Modern coffee plantations may range from the small, peasant-owned farms of Colombia to immense, private Brazilian fazendas with more than a million trees to cooperatives such as those of the Chagga tribe on the slopes of Kilimanjaro. But no matter how they are administrated or where they are, it is still the basic life-cycle of the coffee tree that dictates much of the real activity on the plantation.
Begin From The Coffee Seeds
It all begins with the coffee seeds, chosen from the heartiest, best-flavored, biggest yielding and most disease-resistant trees. Stripped of their cherry-like skins and pulps, but not their parchment wrappings, the seeds are planted in special nursery beds, where they are carefully watered, shaded, and watched. After a few months, when they are several inches high, they are transferred to individual pots or bags, in which they live until their first birthday. By this time, they are about one and a half to two feet tall. Now the coffee trees graduate and become real citizens of the plantation. They are planted out in rows about ten feet apart. Between each row are planted fast-growing shade trees to shelter the young coffee plants, filtering sunlight and maintaining humidity.

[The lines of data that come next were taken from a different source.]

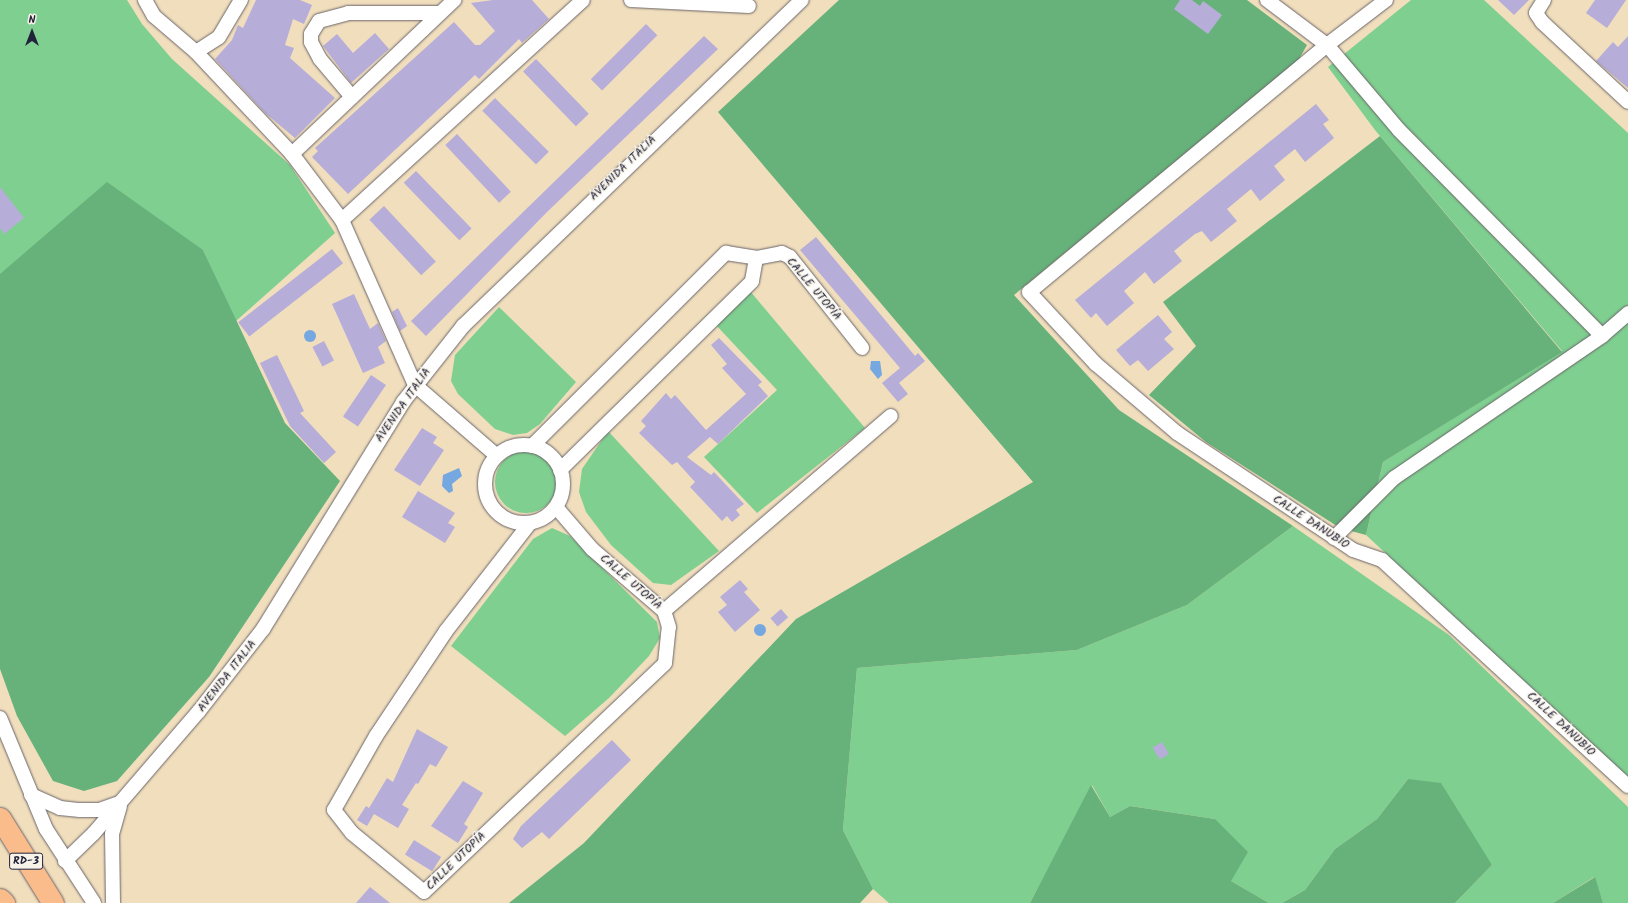 <!DOCTYPE html>
<html>
<head>
<meta charset="utf-8">
<style>
	body { margin:0 }
	#map { position:relative; width:1628px; height:903px; overflow:hidden; background:#f0debd; font-family:Kalam,sans-serif }
	div>[style] { position:absolute }
	[style*='--x'] { left:calc(var(--x)*1px); top:calc(var(--y)*1px); width:calc(var(--w)*1px); rotate:calc(var(--a)*1deg) }
	.green>* { inset:0; background:#7fcf90 }
	.round { border-radius:50% }
	.forest>* { inset:0; background:#67b27a }
	.water>* { inset:0; background:#75a7e0 }
	.building>* { inset:0; background:#b6add8; transform-origin:0 0 }
	.roads { filter:drop-shadow(0 0 1px #6a6468) drop-shadow(0 0 1px #6a6468) }
	.minor>* { height:14px; margin:-7px; padding:0 7px; transform-origin:7px; border-radius:7px; background:#fff }
	.minor>.ring { margin:-7px; padding:0; box-sizing:content-box; background:none; border:14px solid #fff; border-radius:50% }
	.highway>* { height:21px; margin:-10.5px; padding:0 10.5px; transform-origin:10.5px; border-radius:10.5px; background:#fabc8b }
	span { translate:-50% -50%; white-space:nowrap; text-align:center; line-height:1.15; -webkit-text-stroke:3px #f7f3e8; paint-order:stroke }
	.shield-label span { padding:1px 3px; background:#f7f3e8; border:1px solid; border-radius:3px; -webkit-text-stroke-width:0 }
	.shield-label { font-size:11px; color:#22223b; font-weight:700 }
	.street-label { font-size:12px; color:#22223b }
	.north { position:absolute; left:12px; top:12px; width:40px; height:40px; -webkit-text-stroke:3px #f7f3e8; paint-order:stroke; rotate:0deg; font-size:11px; font-weight:700; line-height:16px; text-align:center; color:#22223b }
	.north::after { content:''; display:block; margin:auto; width:14px; height:18px; background:#22223b; clip-path:polygon(50% 0,100% 100%,50% 72%,0 100%) }
</style>
</head>
<body>
<div id="map">
	<div class="green">
		<div style="clip-path:polygon(0 0,127px 0,142px 24px,172px 59px,290px 165px,335px 233px,236px 321px,203px 250px,0 274px)"></div>
		<div style="clip-path:polygon(1411px 0,1484px 0,1628px 133px,1628px 778px,1366px 535px,1383px 462px,1562px 351px,1375px 130px,1328px 67px)"></div>
		<div style="clip-path:polygon(750px 291px,865px 428px,757px 513px,704px 457px,777px 390px,715px 324px)"></div>
		<div style="clip-path:polygon(499px 307px,576px 382px,540px 424px,527px 433px,513px 435px,495px 429px,458px 394px,451px 381px,455px 355px)"></div>
		<div style="clip-path:polygon(608px 431px,719px 551px,671px 585px,653px 583px,611px 545px,586px 512px,579px 492px,582px 469px)"></div>
		<div class="round" style="left:495px;top:451px;width:62px;height:62px"></div>
		<div style="clip-path:polygon(1293px 526px,1449px 635px,1628px 807px,1628px 903px,1603px 903px,1594px 877px,1553px 903px,1455px 903px,1492px 865px,1408px 779px,1377px 819px,1335px 849px,1305px 890px,1282px 903px,1269px 903px,1231px 881px,1215px 819px,1130px 806px,1110px 817px,1092px 785px,1030px 903px,889px 903px,873px 889px,843px 830px,857px 668px,1077px 650px,1187px 605px)"></div>
		<div style="clip-path:polygon(552px 528px,570px 536px,657px 622px,660px 638px,649px 656px,609px 698px,565px 736px,451px 646px,533px 539px)"></div>
	</div>
	<div class="forest">
		<div style="clip-path:polygon(839px 0,1247px 0,1307px 45px,1299px 59px,1014px 295px,1119px 410px,1293px 526px,1187px 605px,1077px 650px,857px 668px,843px 830px,873px 889px,860px 903px,509px 903px,584px 843px,796px 619px,1033px 482px,718px 112px)"></div>
		<div style="clip-path:polygon(1380px 136px,1562px 352px,1383px 462px,1366px 535px,1340px 528px,1206px 442px,1149px 395px,1196px 346px,1163px 302px)"></div>
		<div style="clip-path:polygon(107px 182px,203px 250px,285px 423px,340px 481px,209px 677px,117px 781px,84px 791px,53px 781px,17px 716px,0 669px,0 274px)"></div>
		<div style="clip-path:polygon(1408px 779px,1441px 783px,1492px 865px,1455px 903px,1282px 903px,1305px 890px,1335px 849px,1377px 819px)"></div>
		<div style="clip-path:polygon(1091px 785px,1110px 817px,1130px 806px,1215px 819px,1248px 852px,1231px 881px,1269px 903px,1030px 903px)"></div>
		<div style="clip-path:polygon(1595px 877px,1603px 903px,1553px 903px)"></div>
	</div>
	<div class="water">
		<div class="round" style="left:304px;top:330px;width:12px;height:12px"></div>
		<div style="clip-path:polygon(871px 361px,880px 361px,882px 375px,878px 379px,870px 369px)"></div>
		<div style="clip-path:polygon(459px 468px,462px 476px,452px 484px,453px 491px,449px 493px,442px 486px,443px 475px)"></div>
		<div class="round" style="left:754px;top:624px;width:12px;height:12px"></div>
	</div>
	<div class="building">
		<div style="clip-path:polygon(256px 0,300px 0,312px 5px,304px 24px,293px 19px,285px 45px,294px 48px,290px 58px,335px 98px,295px 138px,265px 113px,215px 59px,232px 40px,238px 25px,243px 28px)"></div>
		<div style="clip-path:polygon(493px 0,532px 0,549px 19px,522px 43px,519px 39px,479px 79px,475px 75px,348px 194px,312px 157px,318px 151px,315px 148px,454px 22px,475px 45px,480px 45px,495px 31px,471px 3px)"></div>
		<div style="clip-path:polygon(1180px 0,1192px 0,1200px 6px,1203px 1px,1222px 15px,1208px 34px,1174px 9px)"></div>
		<div style="clip-path:polygon(1498px 0,1529px 0,1514px 15px)"></div>
		<div style="clip-path:polygon(1595px 0,1626px 0,1607px 28px,1586px 13px)"></div>
		<div style="left:646px;top:24px;width:16px;height:78px;rotate:45deg"></div>
		<div style="clip-path:polygon(375px 33px,389px 49px,351px 83px,323px 46px,337px 34px,353px 53px)"></div>
		<div style="clip-path:polygon(704px 36px,718px 49px,547px 212px,426px 336px,411px 321px)"></div>
		<div style="clip-path:polygon(1628px 36px,1628px 88px,1596px 61px,1613px 42px,1618px 47px)"></div>
		<div style="left:536px;top:59px;width:76px;height:18px;rotate:46deg"></div>
		<div style="left:495px;top:98px;width:76px;height:18px;rotate:45deg"></div>
		<div style="clip-path:polygon(1316px 104px,1329px 120px,1323px 124px,1334px 138px,1305px 162px,1295px 149px,1274px 166px,1285px 180px,1260px 201px,1251px 189px,1227px 209px,1237px 221px,1211px 242px,1202px 231px,1195px 234px,1174px 251px,1182px 261px,1154px 284px,1145px 272px,1124px 291px,1134px 303px,1107px 326px,1096px 313px,1091px 318px,1075px 300px)"></div>
		<div style="left:457px;top:134px;width:79px;height:16px;rotate:47deg"></div>
		<div style="left:416px;top:171px;width:80px;height:17px;rotate:46deg"></div>
		<div style="clip-path:polygon(0 187px,24px 218px,4px 234px,0 228px)"></div>
		<div style="left:384px;top:206px;width:76px;height:20px;rotate:47deg"></div>
		<div style="clip-path:polygon(816px 237px,915px 356px,918px 353px,925px 361px,899px 383px,908px 394px,898px 402px,882px 383px,900px 368px,800px 250px)"></div>
		<div style="left:332px;top:249px;width:18px;height:119px;rotate:52deg"></div>
		<div style="clip-path:polygon(354px 294px,370px 329px,378px 323px,386px 341px,378px 347px,385px 363px,363px 373px,332px 304px)"></div>
		<div style="clip-path:polygon(398px 308px,407px 326px,400px 331px,392px 312px)"></div>
		<div style="clip-path:polygon(1158px 315px,1172px 332px,1164px 339px,1174px 349px,1148px 371px,1138px 360px,1130px 366px,1116px 350px)"></div>
		<div style="clip-path:polygon(719px 338px,762px 382px,758px 385px,768px 396px,718px 444px,710px 437px,687px 457px,711px 475px,714px 472px,744px 504px,736px 510px,740px 515px,732px 522px,727px 516px,722px 521px,690px 487px,695px 482px,677px 462px,672px 465px,639px 433px,646px 426px,641px 421px,666px 393px,671px 399px,675px 395px,706px 430px,746px 394px,722px 368px,727px 364px,711px 345px)"></div>
		<div style="left:324px;top:341px;width:22px;height:13px;rotate:63deg"></div>
		<div style="clip-path:polygon(277px 355px,304px 411px,300px 413px,336px 452px,324px 463px,290px 426px,260px 363px)"></div>
		<div style="left:371px;top:375px;width:18px;height:50px;rotate:34deg"></div>
		<div style="clip-path:polygon(422px 428px,437px 437px,433px 443px,444px 450px,420px 486px,394px 470px)"></div>
		<div style="clip-path:polygon(418px 491px,455px 513px,448px 523px,455px 527px,445px 543px,402px 517px)"></div>
		<div style="clip-path:polygon(740px 580px,748px 589px,744px 592px,760px 610px,735px 632px,718px 612px,727px 605px,720px 597px)"></div>
		<div style="left:781px;top:609px;width:11px;height:14px;rotate:49deg"></div>
		<div style="clip-path:polygon(417px 729px,448px 747px,436px 767px,430px 764px,418px 784px,416px 783px,402px 805px,409px 809px,398px 828px,374px 814px,367px 826px,357px 820px,366px 806px,369px 808px,387px 778px,393px 782px)"></div>
		<div style="clip-path:polygon(612px 740px,631px 760px,549px 839px,542px 832px,522px 848px,513px 839px,521px 826px)"></div>
		<div style="left:1162px;top:742px;width:14px;height:11px;rotate:60deg"></div>
		<div style="clip-path:polygon(463px 781px,483px 793px,464px 824px,468px 827px,458px 843px,431px 826px)"></div>
		<div style="left:414px;top:840px;width:32px;height:17px;rotate:32deg"></div>
		<div style="clip-path:polygon(370px 887px,390px 903px,356px 903px)"></div>
	</div>
	<div class="roads">
		<div class="minor">
			<div style="--x:145;--y:0;--w:18;--a:61"></div>
			<div style="--x:154;--y:16;--w:55;--a:40.6"></div>
			<div style="--x:196;--y:52;--w:140;--a:46.7"></div>
			<div style="--x:292;--y:154;--w:83;--a:52.9"></div>
			<div style="--x:631;--y:0;--w:118;--a:2.9"></div>
			<div style="--x:1267;--y:0;--w:75;--a:36.9"></div>
			<div style="--x:1327;--y:45;--w:387;--a:140.3"></div>
			<div style="--x:1029;--y:292;--w:98;--a:47.1"></div>
			<div style="--x:1096;--y:364;--w:106;--a:40.4"></div>
			<div style="--x:1177;--y:433;--w:211;--a:33.6"></div>
			<div style="--x:1353;--y:550;--w:31;--a:19"></div>
			<div style="--x:1382;--y:560;--w:334;--a:42.6"></div>
			<div style="--x:1386;--y:0;--w:74;--a:142.7"></div>
			<div style="--x:1327;--y:45;--w:111;--a:49.7"></div>
			<div style="--x:1399;--y:130;--w:289;--a:45.4"></div>
			<div style="--x:1544;--y:0;--w:15;--a:122"></div>
			<div style="--x:1536;--y:13;--w:11;--a:56"></div>
			<div style="--x:1542;--y:22;--w:117;--a:42.9"></div>
			<div style="--x:196;--y:52;--w:27;--a:-33"></div>
			<div style="--x:219;--y:37;--w:43;--a:-59.3"></div>
			<div style="--x:352;--y:97;--w:50;--a:-130.1"></div>
			<div style="--x:320;--y:59;--w:19;--a:-118"></div>
			<div style="--x:311;--y:42;--w:8;--a:-90"></div>
			<div style="--x:311;--y:34;--w:15;--a:-58"></div>
			<div style="--x:319;--y:21;--w:30;--a:-15"></div>
			<div style="--x:348;--y:13;--w:92;--a:0"></div>
			<div style="--x:292;--y:154;--w:224;--a:-43.5"></div>
			<div class="ring" style="left:485px;top:445px;width:64px;height:64px"></div>
			<div style="--x:532;--y:446;--w:274;--a:-44.9"></div>
			<div style="--x:726;--y:253;--w:30;--a:9"></div>
			<div style="--x:756;--y:258;--w:26;--a:-11"></div>
			<div style="--x:782;--y:253;--w:9;--a:27"></div>
			<div style="--x:790;--y:257;--w:116;--a:51.6"></div>
			<div style="--x:497;--y:456;--w:108;--a:-139.1"></div>
			<div style="--x:415;--y:385;--w:180;--a:-113.9"></div>
			<div style="--x:342;--y:220;--w:326;--a:-42.4"></div>
			<div style="--x:560;--y:470;--w:269;--a:-44.5"></div>
			<div style="--x:752;--y:281;--w:23;--a:-80"></div>
			<div style="--x:530;--y:523;--w:137;--a:127.9"></div>
			<div style="--x:446;--y:631;--w:126;--a:123.7"></div>
			<div style="--x:376;--y:736;--w:85;--a:119.6"></div>
			<div style="--x:334;--y:810;--w:29;--a:52"></div>
			<div style="--x:352;--y:833;--w:93;--a:39.3"></div>
			<div style="--x:424;--y:892;--w:332;--a:-43.5"></div>
			<div style="--x:665;--y:663;--w:36;--a:-84"></div>
			<div style="--x:669;--y:627;--w:17;--a:-107"></div>
			<div style="--x:664;--y:611;--w:95;--a:-139.3"></div>
			<div style="--x:592;--y:549;--w:55;--a:-130.6"></div>
			<div style="--x:1334;--y:538;--w:85;--a:-45"></div>
			<div style="--x:1394;--y:478;--w:252;--a:-34.3"></div>
			<div style="--x:1602;--y:336;--w:35;--a:-41"></div>
			<div style="--x:664;--y:611;--w:299;--a:-40.7"></div>
			<div style="--x:0;--y:718;--w:120;--a:67.5"></div>
			<div style="--x:46;--y:829;--w:88;--a:57"></div>
			<div style="--x:31;--y:795;--w:32;--a:24"></div>
			<div style="--x:60;--y:808;--w:20;--a:6"></div>
			<div style="--x:80;--y:810;--w:19;--a:0"></div>
			<div style="--x:99;--y:810;--w:21;--a:-19"></div>
			<div style="--x:65;--y:861;--w:40;--a:-44"></div>
			<div style="--x:94;--y:833;--w:161;--a:-49.3"></div>
			<div style="--x:199;--y:711;--w:104;--a:-52"></div>
			<div style="--x:263;--y:629;--w:267;--a:-58.3"></div>
			<div style="--x:403;--y:402;--w:97;--a:-51.7"></div>
			<div style="--x:463;--y:326;--w:470;--a:-43.9"></div>
			<div style="--x:113;--y:903;--w:69;--a:-90.8"></div>
			<div style="--x:112;--y:834;--w:29;--a:-74"></div>
		</div>
		<div class="highway">
			<div style="--x:0;--y:818;--w:100;--a:58.1"></div>
			<div style="--x:0;--y:899;--w:6;--a:45"></div>
		</div>
	</div>
	<div class="shield-label">
		<span style="left:26px;top:861px">RD-3</span>
	</div>
	<div class="street-label">
		<span style="left:623px;top:168px;rotate:-44deg">AVENIDA ITALIA</span>
		<span style="left:814px;top:289px;rotate:50deg">CALLE UTOPÍA</span>
		<span style="left:403px;top:405px;rotate:-55deg">AVENIDA ITALIA</span>
		<span style="left:1311px;top:522px;rotate:33deg">CALLE DANUBIO</span>
		<span style="left:631px;top:582px;rotate:41deg">CALLE UTOPÍA</span>
		<span style="left:227px;top:676px;rotate:-52deg">AVENIDA ITALIA</span>
		<span style="left:1561px;top:724px;rotate:43deg">CALLE DANUBIO</span>
		<span style="left:456px;top:861px;rotate:-44deg">CALLE UTOPÍA</span>
	</div>
	<div class="north">N</div>
</div>
</body>
</html>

Coffee Trees To Grow To Maturity
It takes three to five more years for the coffee trees to grow to maturity. Although they are capable of reaching heights upwards of twenty feet, they are kept pruned to about six feet, to preserve their energy and to aid in harvesting. Meanwhile, care must continue. The same rich soil and steady rains that nurture the coffee trees do not discriminate where weeds are concerned. The farmer must continually till the soil, pulling up intruders. And careful eyes must watch for signs of some of the dreadful diseases that prey on the coffee tree, among them wood borers, scale insects that may engulf parts of the tree, and a leaf disease classified as Hemileia vastatrix, which, on its first “public appearance”
Green Berries Ripen To Rich Cherry Red
in 1869, wiped out the entire coffee industry of Ceylon. There are pesticides that combat all these afflictions with the exception of Hemileia, and a good deal of money is being spent on finding a cure for that. Much of the farmer’s own time and money is spent fighting coffee pests. If all goes well, the trees finally begin to produce their jasmine-scented blossoms, and the coffee fields are awash with white. Each flower lasts only a few days, but others appear elsewhere on the same tree and even on the same branch. Within two months clusters of green berries appear where the blossoms were, and in another six months or so they ripen to the rich cherry-red.
Because an even climate ensures that the coffee tree will always bear blossoms and green berries and red berries at the same time, it is impractical to have mechanized harvesting equipment. To pick coffee that has reached perfection, the judgment of the human eye is essential, and each tree must be gone over many times to ensure that each bean is picked at its peak.
Maximum Life Expectancy Of A Coffee Tree
In one year an excellent coffee tree can yield as much as twelve pounds of coffee cherries (four to five in beans). A plantation tree has a maximum life expectancy of about forty years, although some have lived a century, but it will reach its best condition at around age ten or fifteen.